Michigan’s unemployment rate fell to its lowest level in 31/2 years during March, falling three-tenths of a percentage point to 8.5 percent, and two full points below the same month last year.
Payroll employment was nearly flat, increasing by just 1,000 jobs, according to data released Wednesday by the Michigan Department of Technology, Management & Budget. The number of jobless workers declined by 12,000, and the state labor force — everyone with a job or looking for one — climbed by 21,000.
At 8.5 percent, Michigan has narrowed the gap between the state unemployment rate and the national one, and now hovers less than half a point above the U.S. jobless rate of 8.2 percent. That’s a big improvement for a state that held the worst jobless rate in the nation for months on end, where the gap between the state and U.S. got as bad as 4.6 points in the summer of 2009.
“The labor market indicators are certainly continuing to show improvement,” said Bruce Weaver, economic analyst with the Michigan Department of Technology, Management & Budget.
In many months, the improvement in the state unemployment rate has come not from workers finding jobs, but from out-of-work men and women who either became discouraged and quit looking for work, returned to school, decided to retire, died or left the state. But since January, the state labor force has been growing while the number of unemployed workers has been shrinking.
Between February and March, the labor market grew by 9,000 workers. Normally, as the economy improves, the better job market prompts discouraged workers and others to jump back into the labor force to look for jobs. That increase in the number of people looking for work can temporarily halt the drop in unemployment or even temporarily raise the jobless rate, but that’s not happening yet in Michigan.
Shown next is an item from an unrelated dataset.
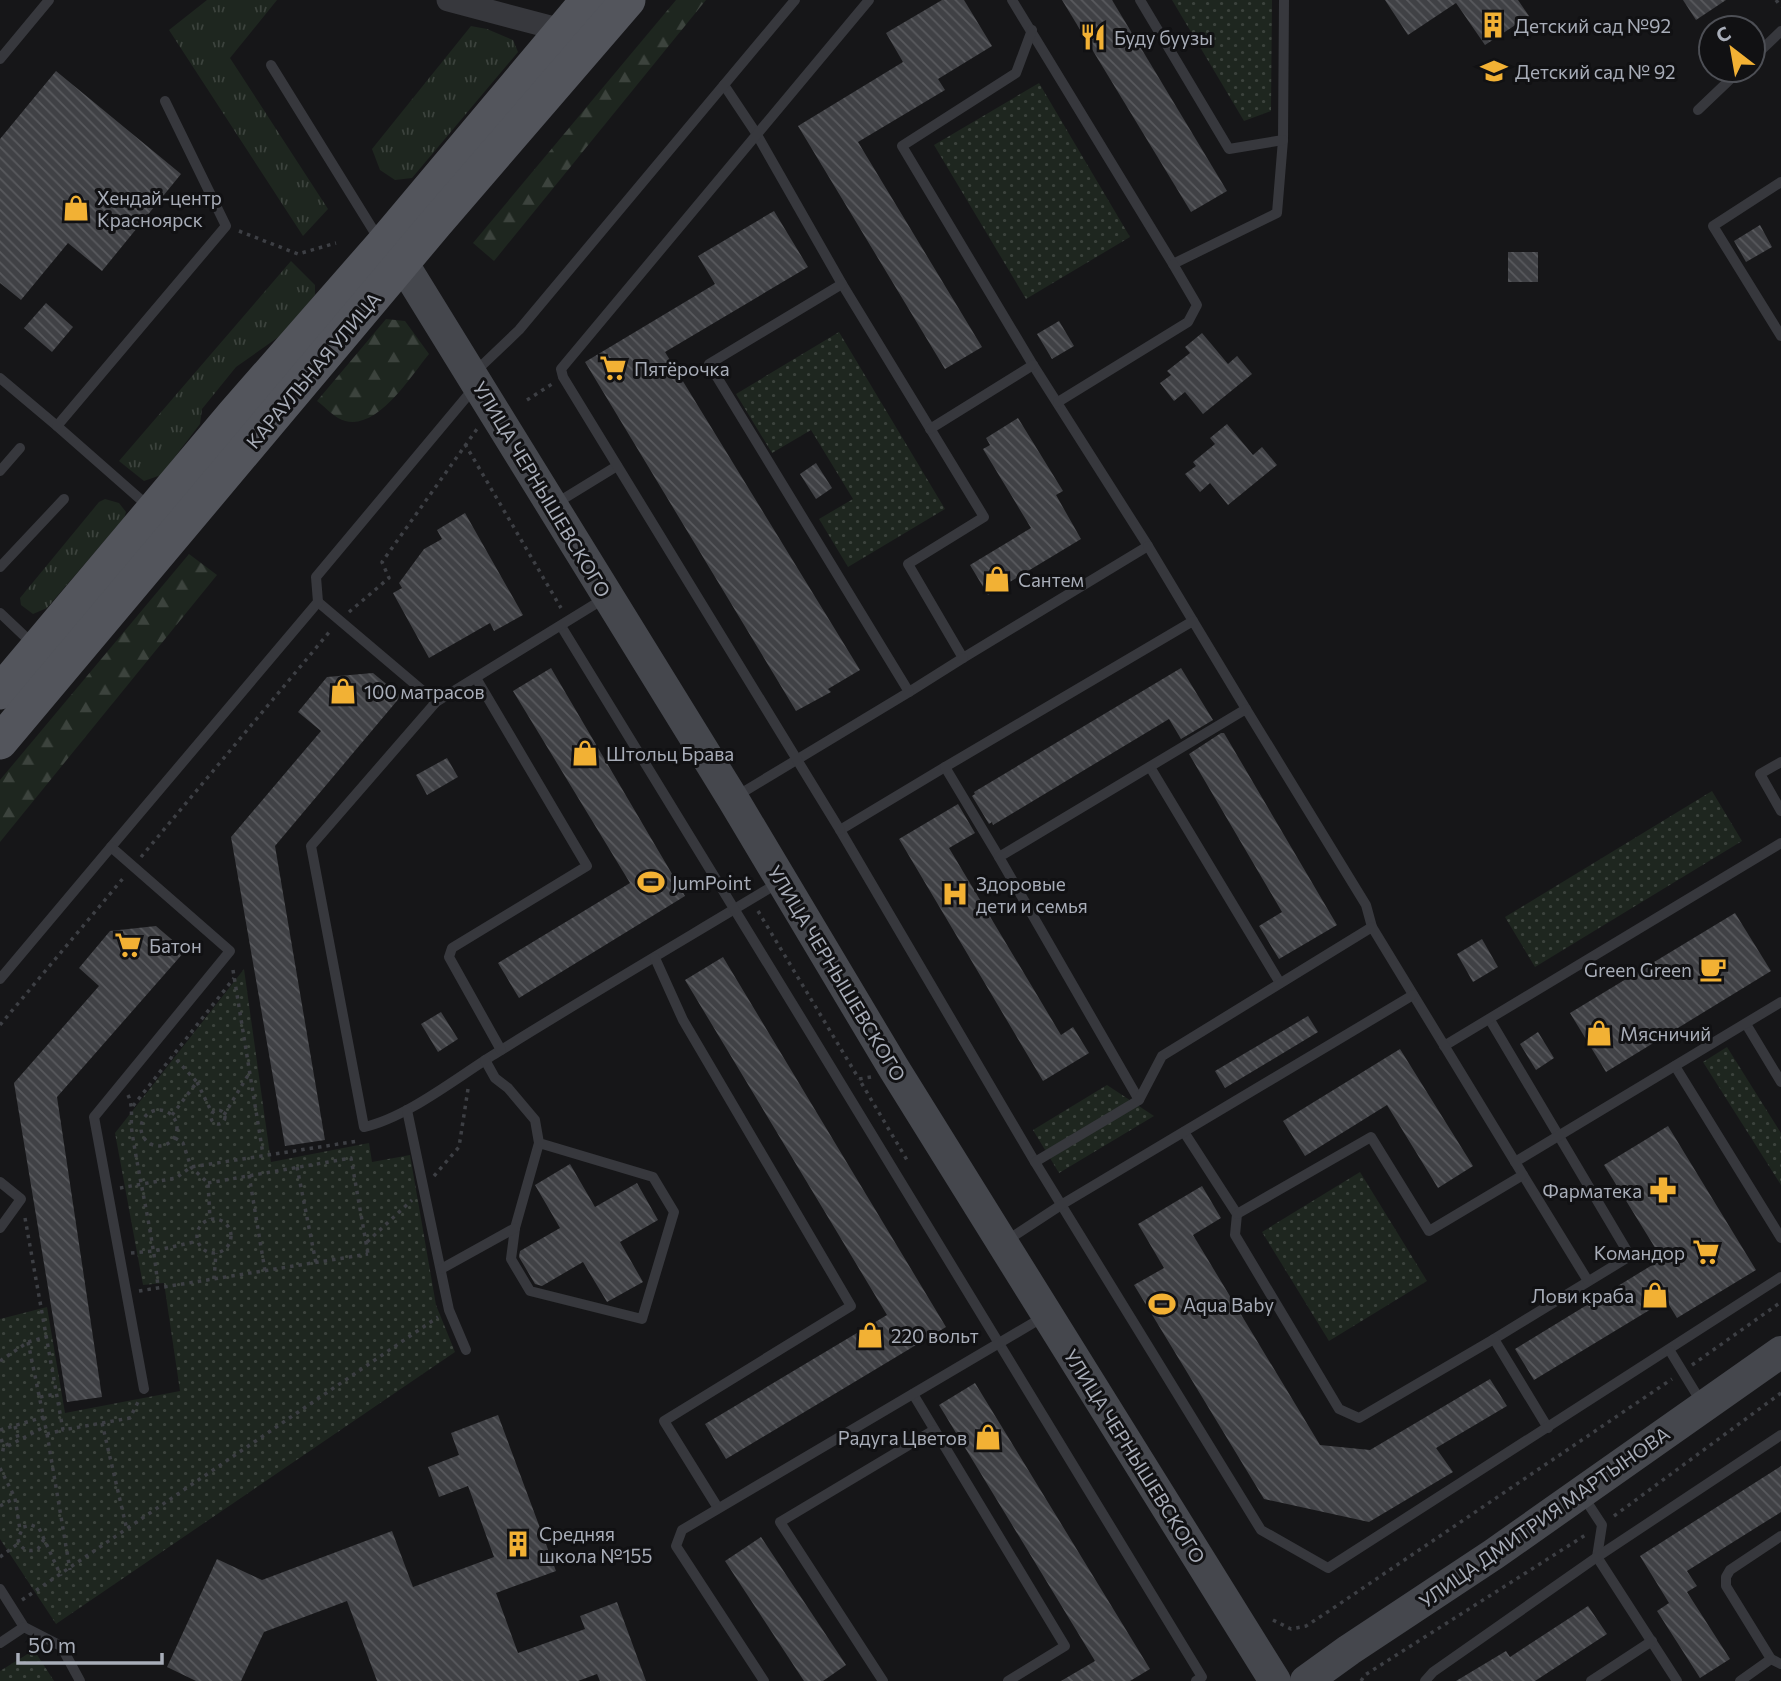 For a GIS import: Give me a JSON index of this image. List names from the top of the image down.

“That’s what normally happens in a recovery or expansion, as people become more optimistic,” Weaver said. “We haven’t seen a whole lot of evidence of that yet. The labor force is still 17,000 below where it was in March 2011, despite the fact that unemployment has fallen by 2 percentage points since then.”
While payroll jobs increased by just 1,000 in March, total employment in the state grew by 21,000, according to the state. That suggests a discrepancy in the two survey methods used to derive the unemployment numbers or a big jump in self-employed workers in the state. A survey of households asks if individuals are working or seeking a job, which includes the self-employed, while a survey of employers measures hired staff getting steady paychecks.